Joshua Gregory’s winning essay critiqued coverage of Palestinian-American journalist Shireen Abu Akleh’s murder

Joshua Gregory headshot against purple background.
Gregory’s submission, “Journalists Lost Objectivity When Reporting on Shireen Abu Akleh’s Murder” discusses the death of Akleh in Jenin, Palestine, and how the incident was reported in mainstream media.

EVANSTON, ILL. -- Joshua Gregory (BSJ24) was named the 2022 winner of the Walter S. and Syrena M. Howell Essay Competition offered to Medill students. The annual contest challenges students to discuss “truth gone awry,” in the context of news gathering and dissemination. Gregory will be awarded $4,000.

Gregory’s submission, “Journalists Lost Objectivity When Reporting on Shireen Abu Akleh’s Murder” discusses the death of Akleh in Jenin, Palestine, and how the incident was reported in mainstream media.

“I am honored to have won the Howell Essay Contest,” said Gregory. “Shireen Abu Akleh was a great journalist who was killed by the military she had previously scrutinized.
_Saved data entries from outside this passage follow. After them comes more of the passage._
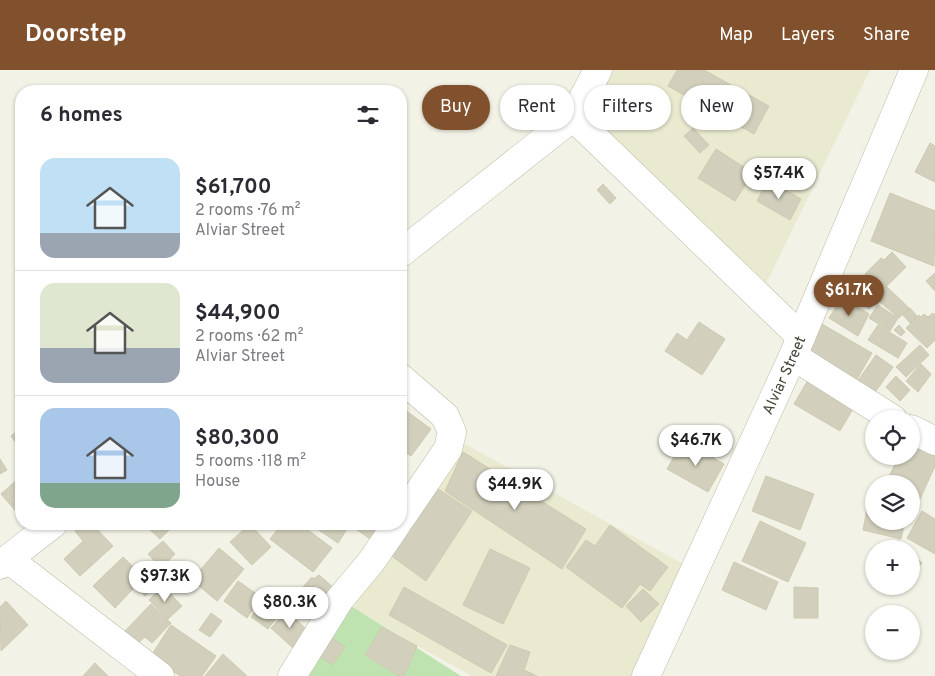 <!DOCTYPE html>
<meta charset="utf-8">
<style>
body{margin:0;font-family:Overpass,sans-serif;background:#f2f2f3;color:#2b2b33;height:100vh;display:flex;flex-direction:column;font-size:19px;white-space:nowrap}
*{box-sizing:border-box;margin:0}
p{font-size:16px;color:#7c7c81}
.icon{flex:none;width:28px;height:28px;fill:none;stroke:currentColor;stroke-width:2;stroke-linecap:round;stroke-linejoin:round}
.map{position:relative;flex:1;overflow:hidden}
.side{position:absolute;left:15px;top:15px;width:392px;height:445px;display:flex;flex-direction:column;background:#fff;border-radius:20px;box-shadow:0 1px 4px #0004}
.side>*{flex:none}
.guide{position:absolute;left:422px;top:15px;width:438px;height:45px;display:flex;gap:10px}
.tools{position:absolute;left:865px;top:340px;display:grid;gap:10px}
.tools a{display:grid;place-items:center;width:55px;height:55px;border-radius:50%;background:#fff;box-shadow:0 1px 4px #0004;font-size:25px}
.price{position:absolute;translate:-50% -42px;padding:0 11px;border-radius:18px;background:#fff;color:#222;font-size:16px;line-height:32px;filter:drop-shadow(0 1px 2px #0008)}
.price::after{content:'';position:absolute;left:50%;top:30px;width:15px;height:11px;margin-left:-8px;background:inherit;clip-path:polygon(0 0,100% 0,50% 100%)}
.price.active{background:#81502c;color:#fff}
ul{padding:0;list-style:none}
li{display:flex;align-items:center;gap:15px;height:125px;padding:0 25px}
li+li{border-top:1px solid #e1e1e2}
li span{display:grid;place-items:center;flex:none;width:140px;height:100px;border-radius:15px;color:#555}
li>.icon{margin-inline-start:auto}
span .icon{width:60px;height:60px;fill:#fffc;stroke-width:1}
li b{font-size:21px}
h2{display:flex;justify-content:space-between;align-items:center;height:60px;padding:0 25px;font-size:21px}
.tag{padding:0 18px;border-radius:22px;background:#fff;box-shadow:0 1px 4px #0004;font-size:18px;line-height:45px}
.tag.active{background:#81502c;color:#fff}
header{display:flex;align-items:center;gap:30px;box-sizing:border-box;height:70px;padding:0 25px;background:#81502c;color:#fff}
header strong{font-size:24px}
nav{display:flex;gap:28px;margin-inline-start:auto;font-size:18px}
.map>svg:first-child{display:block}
</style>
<header>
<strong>Doorstep</strong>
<nav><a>Map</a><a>Layers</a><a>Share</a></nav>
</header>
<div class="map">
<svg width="935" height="606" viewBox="0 0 935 606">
<rect width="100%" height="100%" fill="#f2f2e6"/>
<path fill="#eaead1" d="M 610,0 L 870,0 L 765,216 L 593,47 Z
M 456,369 L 685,495 L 635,606 L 472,606 L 352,540 Z"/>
<path fill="#bee3b1" d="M 340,529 L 461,606 L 292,606 Z"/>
<path fill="#d2d0bc" stroke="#cdcab0" d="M 677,0 L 704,0 L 769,36 L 754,64 L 668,16 Z
M 693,58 L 709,75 L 700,83 L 684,66 Z
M 930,73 L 935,76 L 935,112 L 915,102 Z
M 716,79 L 753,103 L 735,131 L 698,108 Z
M 768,110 L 801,129 L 790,150 L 757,131 Z
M 603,114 L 616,128 L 610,134 L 597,120 Z
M 890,123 L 935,141 L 934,196 L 871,171 Z
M 892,182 L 906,197 L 882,221 L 865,204 L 881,188 L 884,190 Z
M 935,203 L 935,221 L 926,211 Z
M 864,209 L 869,215 L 872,212 L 884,224 L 869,239 L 852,221 Z
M 887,217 L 909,238 L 899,248 L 879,231 L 885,224 L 883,222 Z
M 842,228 L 869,244 L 858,266 L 829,248 Z
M 878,235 L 898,248 L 890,261 L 869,248 Z
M 910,238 L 917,246 L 910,253 L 903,245 Z
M 933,243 L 935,245 L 935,270 L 927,278 L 906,258 L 919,245 L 921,247 L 924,244 L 928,247 Z
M 699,252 L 725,269 L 702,305 L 665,281 L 677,263 L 687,270 Z
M 820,253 L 872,283 L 853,316 L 801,286 Z
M 878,255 L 907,273 L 898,288 L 868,270 Z
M 899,255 L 905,262 L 901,266 L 894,260 Z
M 920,275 L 929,285 L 906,307 L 896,297 Z
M 876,285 L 893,297 L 871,328 L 854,316 Z
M 921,294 L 931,304 L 918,322 L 906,311 Z
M 812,303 L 858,330 L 840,361 L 794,334 Z
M 896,306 L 910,320 L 900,331 L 886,317 Z
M 401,337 L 431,359 L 411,386 L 401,379 Z
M 21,358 L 21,380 L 11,366 Z
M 911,370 L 935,382 L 935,396 L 920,429 L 911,424 L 911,414 L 886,413 L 899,386 L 911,386 Z
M 683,371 L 724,394 L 708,422 L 667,399 Z
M 463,382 L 586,459 L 562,499 L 445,421 Z
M 0,389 L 7,400 L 0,404 Z
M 766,406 L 814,424 L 800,460 L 752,441 Z
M 20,407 L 21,409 L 21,447 L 1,424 Z
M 435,417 L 472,441 L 426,511 L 389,484 Z
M 869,428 L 874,429 L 874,451 L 905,451 L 901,469 L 863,460 Z
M 922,441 L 935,449 L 935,484 L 907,468 Z
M 760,451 L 806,473 L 788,512 L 742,491 Z
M 83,454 L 92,454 L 113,476 L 80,506 L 64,489 L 83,471 L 75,461 Z
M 148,454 L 175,454 L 160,469 L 146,456 Z
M 250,454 L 271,477 L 252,495 L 230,472 Z
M 282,454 L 300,454 L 332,478 L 313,502 L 270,469 Z
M 310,454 L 338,454 L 347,459 L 338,473 Z
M 349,454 L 381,454 L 370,469 Z
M 610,455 L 668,497 L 650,521 L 640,514 L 622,538 L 566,497 L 586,470 L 595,476 Z
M 898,470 L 905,477 L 904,479 L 889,479 Z
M 163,471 L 175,484 L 161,498 L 148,484 Z
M 219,478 L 244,499 L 217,531 L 192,510 Z
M 490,479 L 530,498 L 503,554 L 463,535 Z
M 913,484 L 922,493 L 915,501 L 911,497 L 911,486 Z
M 123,487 L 144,507 L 115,538 L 93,516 Z
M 734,492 L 778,512 L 766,540 L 722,520 Z
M 319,505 L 334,518 L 318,546 L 295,526 L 312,507 L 314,509 Z
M 147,506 L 156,514 L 145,526 L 141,522 L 144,520 L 138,514 Z
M 238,511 L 261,527 L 247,548 L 224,531 Z
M 163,516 L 182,536 L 168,549 L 149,530 Z
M 404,517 L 507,575 L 491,603 L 389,545 Z
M 794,517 L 818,518 L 818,548 L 794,548 Z
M 643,519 L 659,534 L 641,552 L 626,536 Z
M 266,527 L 283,539 L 268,559 L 251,547 Z
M 6,531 L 28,555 L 1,581 L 0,537 Z
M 151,534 L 171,553 L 152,573 L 145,567 L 137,574 L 124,562 Z
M 287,541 L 308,561 L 293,578 L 271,558 Z
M 211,543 L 222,551 L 210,567 L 199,560 Z
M 171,555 L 216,586 L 202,606 L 180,606 L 151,586 Z
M 382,557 L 417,576 L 404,606 L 399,606 L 365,585 Z
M 332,568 L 345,577 L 332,595 L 320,586 Z
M 510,575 L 530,582 L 524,600 L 537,606 L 496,606 Z
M 223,584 L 247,606 L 205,606 Z
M 95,593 L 108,606 L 83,606 Z"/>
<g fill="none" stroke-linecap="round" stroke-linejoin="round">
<defs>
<g id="minor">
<path d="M 573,47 L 598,0"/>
<path d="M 401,183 L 573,47 L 801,267"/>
<path d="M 793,286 L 893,349"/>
<path d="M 401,308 L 445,346 L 452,362 L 448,379 L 401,448"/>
<path d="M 911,359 L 935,371"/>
<path d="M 8,489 L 160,606"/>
<path d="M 0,495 L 53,454"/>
<path d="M 292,606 L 340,529 L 371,492 L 397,454"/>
<path id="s1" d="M 646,606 L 793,286 L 914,0"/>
</g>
</defs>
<use href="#minor" stroke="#bcbca9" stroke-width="29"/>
<use href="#minor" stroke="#fff" stroke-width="28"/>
</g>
<g text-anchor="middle" stroke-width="4.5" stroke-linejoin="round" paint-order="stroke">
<g font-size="15" fill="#444336" stroke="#fff">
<text dy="5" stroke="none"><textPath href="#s1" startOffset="331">Alviar Street</textPath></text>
</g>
</g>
</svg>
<div class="tools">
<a><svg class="icon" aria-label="locate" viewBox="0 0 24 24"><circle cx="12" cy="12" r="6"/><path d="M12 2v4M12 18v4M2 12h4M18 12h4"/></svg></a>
<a><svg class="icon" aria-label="layers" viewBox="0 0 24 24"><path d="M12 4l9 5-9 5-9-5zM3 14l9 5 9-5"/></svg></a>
<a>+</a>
<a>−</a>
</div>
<b class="price" style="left:779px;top:130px">$57.4K</b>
<b class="price active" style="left:849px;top:247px">$61.7K</b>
<b class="price" style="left:696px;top:397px">$46.7K</b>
<b class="price" style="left:515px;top:441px">$44.9K</b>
<b class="price" style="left:165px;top:533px">$97.3K</b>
<b class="price" style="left:290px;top:559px">$80.3K</b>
<div class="guide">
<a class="tag active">Buy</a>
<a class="tag">Rent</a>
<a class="tag">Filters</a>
<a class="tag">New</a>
</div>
<section class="side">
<h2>6 homes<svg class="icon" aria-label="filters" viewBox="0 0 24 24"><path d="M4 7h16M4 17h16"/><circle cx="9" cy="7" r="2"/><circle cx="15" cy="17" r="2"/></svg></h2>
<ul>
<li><span style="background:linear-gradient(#bfe0f5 75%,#9aa5b1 0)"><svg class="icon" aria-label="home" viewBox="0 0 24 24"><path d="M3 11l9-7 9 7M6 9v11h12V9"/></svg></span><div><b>$61,700</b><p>2 rooms · 76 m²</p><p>Alviar Street</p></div></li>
<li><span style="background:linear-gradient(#dfe7d0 65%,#9aa5b1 0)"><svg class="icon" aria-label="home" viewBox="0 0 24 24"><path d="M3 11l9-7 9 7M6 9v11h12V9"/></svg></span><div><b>$44,900</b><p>2 rooms · 62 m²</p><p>Alviar Street</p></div></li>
<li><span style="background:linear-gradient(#a9c7e8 75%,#7fa58c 0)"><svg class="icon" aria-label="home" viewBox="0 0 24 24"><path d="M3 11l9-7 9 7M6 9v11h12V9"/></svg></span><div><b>$80,300</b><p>5 rooms · 118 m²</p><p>House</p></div></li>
</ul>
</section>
</div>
I found the reporting on her to be sub-par and riddled with half-truths and bias. A journalist as great as her should have been honored by her peers with thorough and objective journalism. This essay was a way for me to rectify the issue I had with the reporting of her murder.”

Akleh worked as a reporter for Al Jazeera for 25 years, and was well known across the Middle East for her decades of reporting in the Israeli-occupied Palestinian territories. On May 11, Ahleh was shot in the back of the head while covering the effect of the Israeli Palestinian conflict in the Jenin region. In the following weeks, even after more information was verified, many news outlets reported vague or misleading information surrounding the journalist’s death.

Gregory’s essay investigates the mistakes made by various national and international media outlets in their efforts to share the news of the tragedy. Gregory discusses how the coverage lacked journalistic integrity, explores the potential reasons why it was covered that way and outlines the implications of doing so. 

“As a person fulfilling a degree in journalism, the prospect of one of my colleagues being killed by a government in pursuit of the truth is troublesome,” he writes. “But the idea of their death being subject to the biases of other journalists is a horrific slap in the face.”

Medill Professor Patti Wolter, the Helen Gurley Brown Magazine and Charles Deering McCormick Distinguished Clinical Professor, was one of the judges for this year’s contest.

“Gregory’s essay showed perspective and thoughtfulness in the discussion of journalistic objectivity and reliance on military and government sources,'' said Wolter.